AB084. Correlation between histopathology and optical coherence tomography in periocular tumors
Cornea and Anterior segment

AB084. Correlation between histopathology and optical coherence tomography in periocular tumors

Denise Miyamoto1, Sabrina Bergeron1, Bryan Arthurs2, Debra-Meghan Sanft2, Christina Mastromonaco1, Andre Romano2, Miguel N. Burnier1,2

1MUHC-McGill Ocular Pathology Laboratory, McGill University, Montreal, QC, Canada; 2Department of Ophthalmology, McGill University, Montreal, QC, Canada


Background: Basal cell carcinoma (BCC) accounts for 90% of the eyelid malignancies followed by sebaceous cell carcinoma (SC) and squamous cell carcinoma (SCC). Even though biopsy for histopathological (HP) evaluation remains the gold standard for confirming the diagnosis of eyelid tumors and the status of surgical margins, noninvasive techniques such as dermoscopy and optical coherence tomography (OCT) may increase diagnostic sensitivity and contribute to more accurate delineation of surgical margins. The purpose of this prospective study was to correlate the HP and OCT findings of eyelid malignancies.

Methods: After ethics committee approval (BCC/2017-2608), patients with suspected eyelid carcinomas had photographs taken, tumor characteristics assessed clinically and using dermoscopy and OCT, which were subsequently compared with HP evaluation. We obtained OCT images of periorbital tumors with an anterior segment lens adjusted in an Optovue Avanti. The histopathology was evaluated using a digital pathology system. Patients under 18 years old were excluded from this study.

Results: Three female and three male patients (age 69–88 years) with lesions located in the lower periorbital area (n=5) and upper eyelid (n=1) were included in this study. Two participants previously had skin cancer: 1 female patient had a lentigo maligna and a BCC, and 1 male patient had multiple BCC and actinic keratosis due to immunosuppression related to a liver transplant. Clinical and dermoscopic diagnosis were accurate in four cases: 3 BCC and 1 SCC. One clinically suspicious BCC was diagnosed as SC and one patient had a previous confirmed diagnosis of SC. All OCT images showed disruption of the dermoepidermal junction and hyporeflective areas in the dermis, which were darker and well-delineated in the three confirmed BCCs. OCT also clearly demarcated the transition between tumor and normal skin in all cases.
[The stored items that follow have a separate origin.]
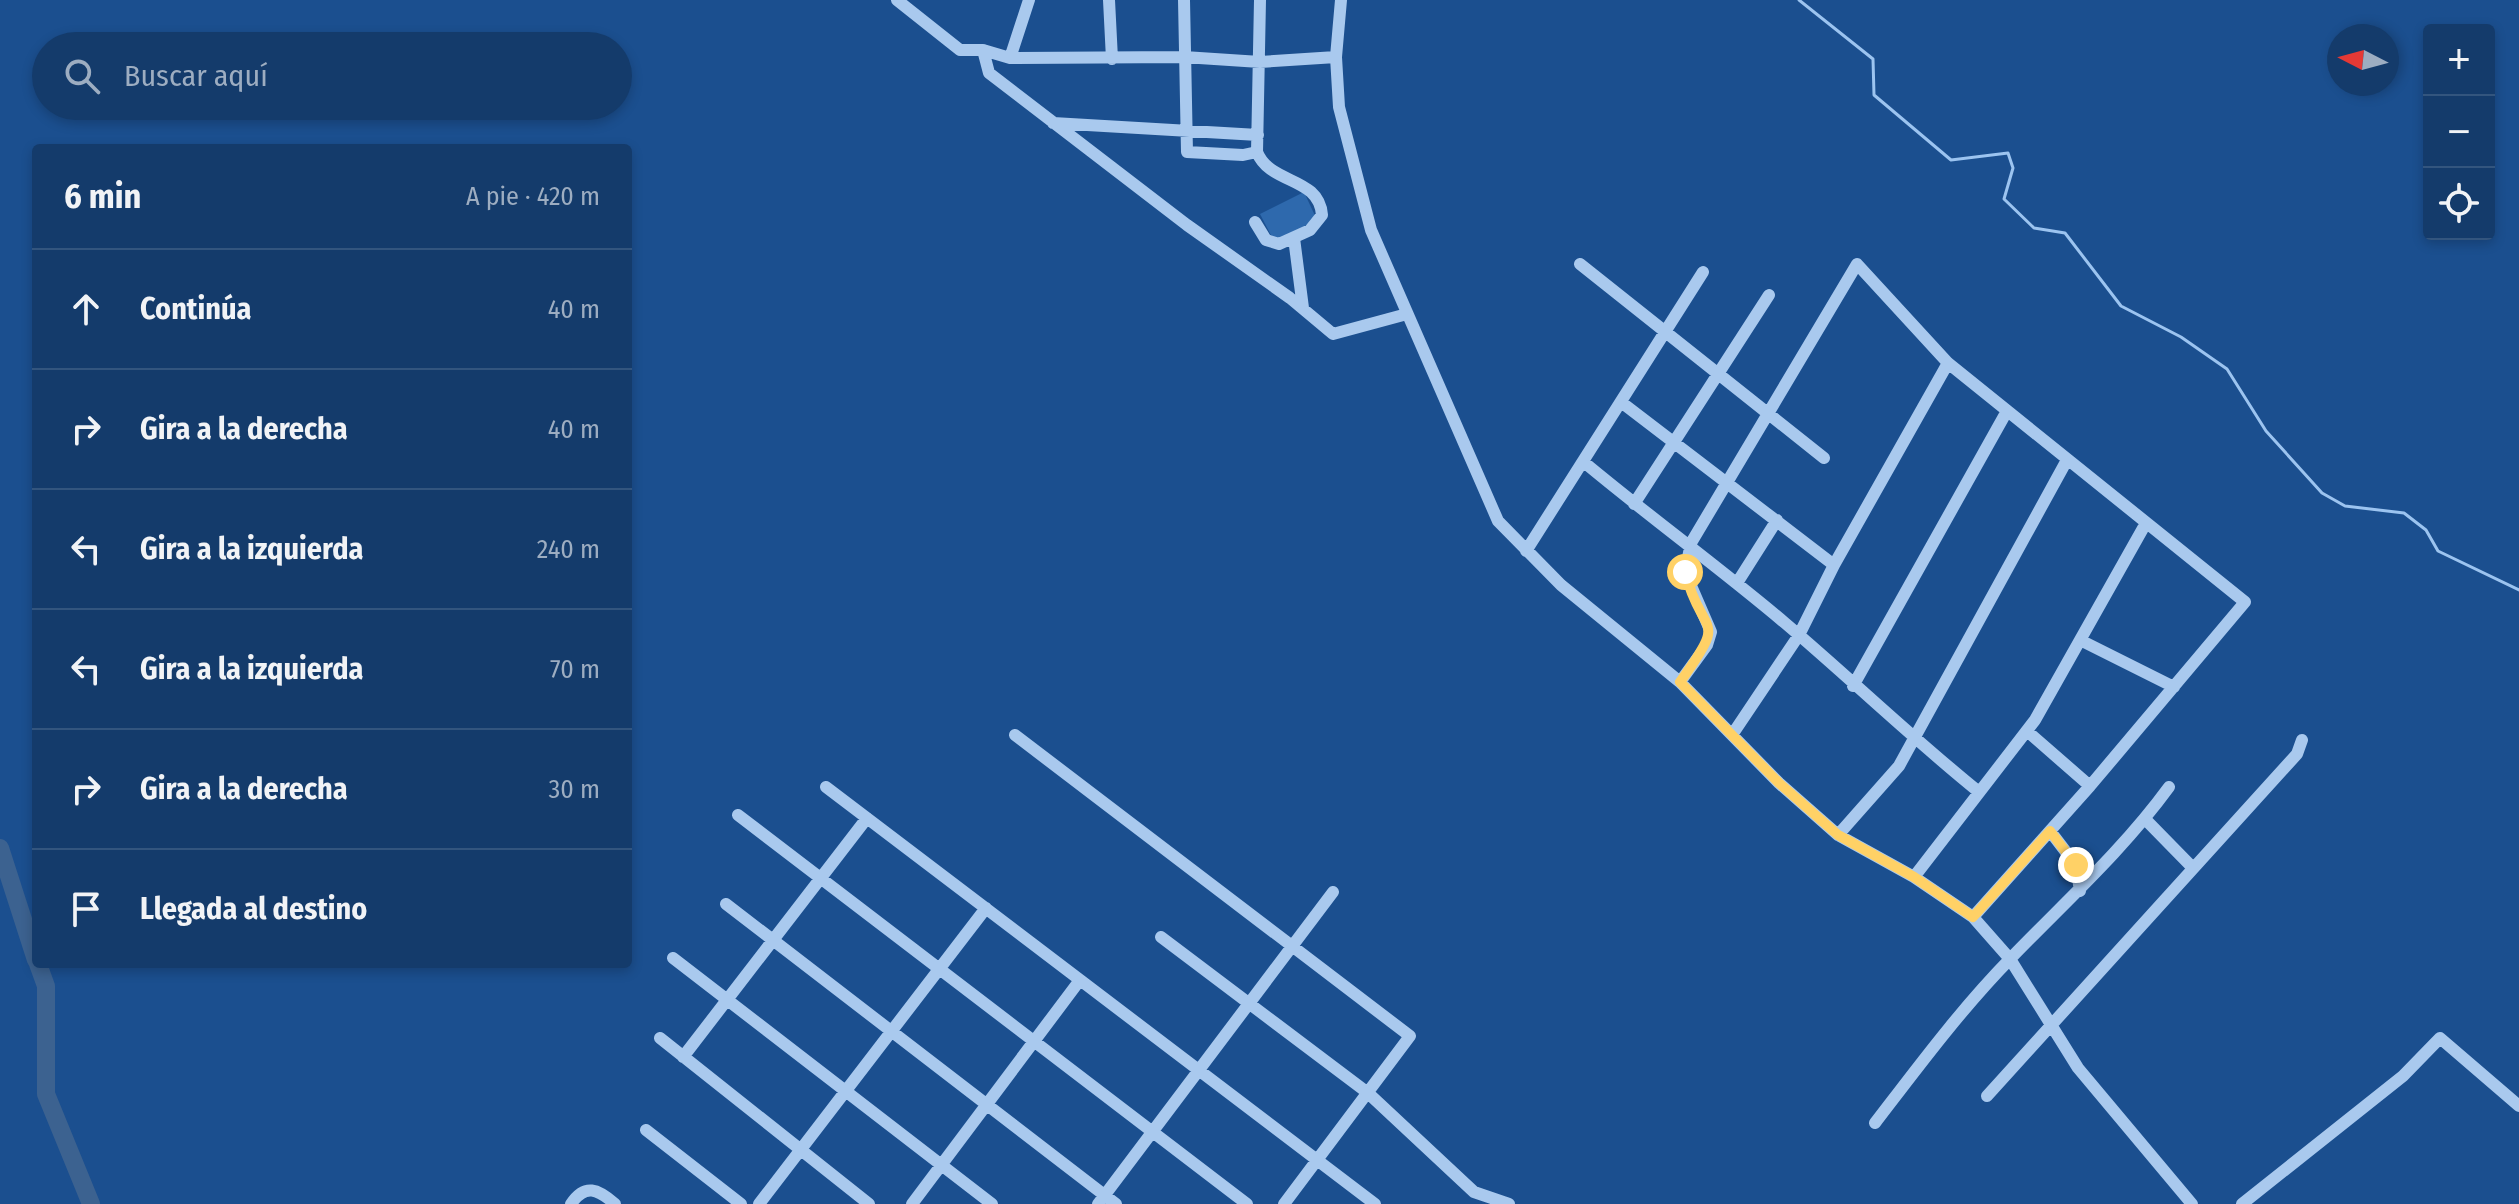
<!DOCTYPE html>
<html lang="es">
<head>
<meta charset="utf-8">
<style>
  :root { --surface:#143b6b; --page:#1d4271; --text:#f1f3f6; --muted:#9dadc1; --line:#33557e }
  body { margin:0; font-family:"Fira Sans Condensed",sans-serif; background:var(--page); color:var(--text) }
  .controls { position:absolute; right:24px; top:24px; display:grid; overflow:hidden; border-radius:8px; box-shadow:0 4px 12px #0003 }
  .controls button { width:72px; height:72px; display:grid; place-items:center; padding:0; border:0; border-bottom:2px solid var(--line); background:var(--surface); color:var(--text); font:40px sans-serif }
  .compass { position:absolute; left:2327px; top:24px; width:72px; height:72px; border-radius:50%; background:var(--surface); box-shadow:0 4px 12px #0003; rotate:276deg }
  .stop { position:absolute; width:24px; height:24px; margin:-18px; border:6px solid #ffd166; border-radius:50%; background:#fff }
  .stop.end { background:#ffd166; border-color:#fff; box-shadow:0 2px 8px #0008 }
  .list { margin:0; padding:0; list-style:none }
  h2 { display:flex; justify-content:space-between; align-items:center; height:104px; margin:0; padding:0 32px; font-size:34px }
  h2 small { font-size:26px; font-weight:400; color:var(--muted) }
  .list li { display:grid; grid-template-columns:52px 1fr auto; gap:24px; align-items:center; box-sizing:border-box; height:120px; padding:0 32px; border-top:2px solid var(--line) }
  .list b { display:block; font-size:30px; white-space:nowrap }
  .list em { font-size:26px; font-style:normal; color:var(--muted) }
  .icon { flex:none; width:44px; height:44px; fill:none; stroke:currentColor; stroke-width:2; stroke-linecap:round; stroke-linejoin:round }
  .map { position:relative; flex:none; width:2519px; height:1204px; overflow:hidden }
  .search { position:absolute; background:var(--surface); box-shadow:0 4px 12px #0003; left:32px; top:32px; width:600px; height:88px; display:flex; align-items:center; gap:20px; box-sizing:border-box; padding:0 28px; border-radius:44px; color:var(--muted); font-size:30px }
  .panel { position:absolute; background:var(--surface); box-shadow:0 4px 12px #0003; left:32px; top:144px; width:600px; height:824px; border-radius:8px }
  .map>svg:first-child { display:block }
  .green { fill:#2e69ad }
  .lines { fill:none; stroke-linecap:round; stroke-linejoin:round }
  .stream { stroke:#9cc4f0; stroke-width:3 }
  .river { stroke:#3c6290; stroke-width:18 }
  .minor { stroke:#a9c9ee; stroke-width:12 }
  .route { stroke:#ffd166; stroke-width:10 }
</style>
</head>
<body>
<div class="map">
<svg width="2519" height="1204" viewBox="0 0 2519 1204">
  <rect width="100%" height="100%" fill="#1b4f8f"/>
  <path class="green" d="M1304,192L1317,220L1274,241L1260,214Z"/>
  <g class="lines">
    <path class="stream" d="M1799,0L1873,59L1874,95L1951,160L2008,153L2013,168L2004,199L2034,228L2065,233L2121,306L2181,337L2227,369L2266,431L2322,493L2345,506L2404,513L2426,530L2438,551L2519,590"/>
    <path class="river" d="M0,848L36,960
      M38,964L46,986V1094L91,1204"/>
    <path class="minor" d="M897,0L960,50H983L989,73L1187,225L1290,298L1333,334L1407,314
      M1109,0L1112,59
      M1184,0L1187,152L1243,155L1257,152L1260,0
      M1341,0L1336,57L1339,107L1371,230L1498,521L1561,585L1680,682L1779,783L1838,835L1914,877L1973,917L2010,959L2078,1068L2192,1204
      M983,50L1010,58L1184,57L1260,62L1336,57
      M1010,58L1029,0
      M1053,123L1258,135
      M1255,222L1266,240L1279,244L1310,230L1322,215C1319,176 1270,185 1257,152
      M1294,238L1303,308
      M1580,264L1824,458
      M1621,402L1834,565
      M1585,463C1651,518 1720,568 1785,623C1851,679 1912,738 1979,792
      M1634,504L1769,295
      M1526,551L1703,272
      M1737,583L1777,520
      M2080,640L2174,687
      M1680,682L1707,645L1711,632L1685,572L1691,543L1857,264L1948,363L2245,602L2090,786L1973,917
      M1853,686L2007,411
      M2027,731L2090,786
      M1015,735L1410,1036L1284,1204
      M1732,735L1799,635L1834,565L1948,363
      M826,787L1375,1204
      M738,815L1247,1204
      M2145,819L2193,868
      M2050,831L2076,865L2080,891
      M1838,835L1899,766L2067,460
      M1914,877L2035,720L2146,523
      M726,904L1116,1204
      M1161,937L1368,1093L1474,1192L1509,1204
      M673,958L992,1204
      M660,1038L869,1204
      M683,1057L867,818
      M1987,1096L2297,754L2302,740
      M1875,1123C1918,1067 1961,1009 2011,958C2065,902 2123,850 2169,787
      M646,1130L741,1204
      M571,1204C585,1183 598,1189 615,1204
      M759,1204L986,908
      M912,1204L1080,980
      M1098,1204L1333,892
      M2242,1204L2403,1076L2440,1038L2519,1106"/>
  </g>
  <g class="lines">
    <path class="route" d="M1685,572C1702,639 1730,613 1680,682L1779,783L1838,835L1914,877L1973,917L2050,831L2076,865"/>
  </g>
</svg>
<div class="controls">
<button>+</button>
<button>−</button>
<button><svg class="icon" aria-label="locate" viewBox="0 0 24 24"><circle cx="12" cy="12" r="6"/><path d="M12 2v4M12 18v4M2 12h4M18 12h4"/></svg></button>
</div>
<svg class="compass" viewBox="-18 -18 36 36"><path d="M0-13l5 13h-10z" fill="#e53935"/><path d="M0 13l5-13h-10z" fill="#9dadc1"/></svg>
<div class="stop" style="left:1685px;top:572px"></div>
<div class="stop end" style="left:2076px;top:865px"></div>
<div class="search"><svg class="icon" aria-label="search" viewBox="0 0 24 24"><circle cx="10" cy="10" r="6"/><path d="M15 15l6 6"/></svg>Buscar aquí</div>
<section class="panel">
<h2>6 min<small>A pie · 420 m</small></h2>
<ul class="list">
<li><svg class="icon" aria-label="ahead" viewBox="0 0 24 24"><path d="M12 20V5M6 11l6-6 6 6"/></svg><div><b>Continúa</b></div><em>40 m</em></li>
<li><svg class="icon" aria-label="right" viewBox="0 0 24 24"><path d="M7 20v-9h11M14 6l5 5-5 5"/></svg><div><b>Gira a la derecha</b></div><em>40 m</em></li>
<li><svg class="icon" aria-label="left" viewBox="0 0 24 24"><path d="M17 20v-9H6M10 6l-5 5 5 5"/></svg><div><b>Gira a la izquierda</b></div><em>240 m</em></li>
<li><svg class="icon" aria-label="left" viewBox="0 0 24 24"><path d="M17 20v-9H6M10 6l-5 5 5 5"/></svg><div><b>Gira a la izquierda</b></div><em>70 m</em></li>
<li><svg class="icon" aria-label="right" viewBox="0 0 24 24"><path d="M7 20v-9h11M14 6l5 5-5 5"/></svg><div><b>Gira a la derecha</b></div><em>30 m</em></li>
<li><svg class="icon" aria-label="arrive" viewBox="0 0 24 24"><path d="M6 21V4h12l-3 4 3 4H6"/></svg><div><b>Llegada al destino</b></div></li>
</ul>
</section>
</div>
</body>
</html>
Conclusions: OCT is a fast and non-invasive exam to acquire high-resolution images of intraocular and ocular surface structures. Preliminary data from our study indicates that real-time OCT images correlate with HP findings and may also help delineate tumor margins. The inclusion of additional participants will provide further evidence of the benefits of using OCT pre-operatively to safely minimize surgical margins during eyelid tumor excision.

Keywords: Periocular tumors; optical coherence tomography (OCT); dermoscopy; histopathology


doi: 10.21037/aes.2018.AB084
Cite this abstract as: Miyamoto D, Bergeron S, Arthurs B, Sanft DM, Mastromonaco C, Romano A, Burnier MN. Correlation between histopathology and optical coherence tomography in periocular tumors. Ann Eye Sci 2018;3:AB084.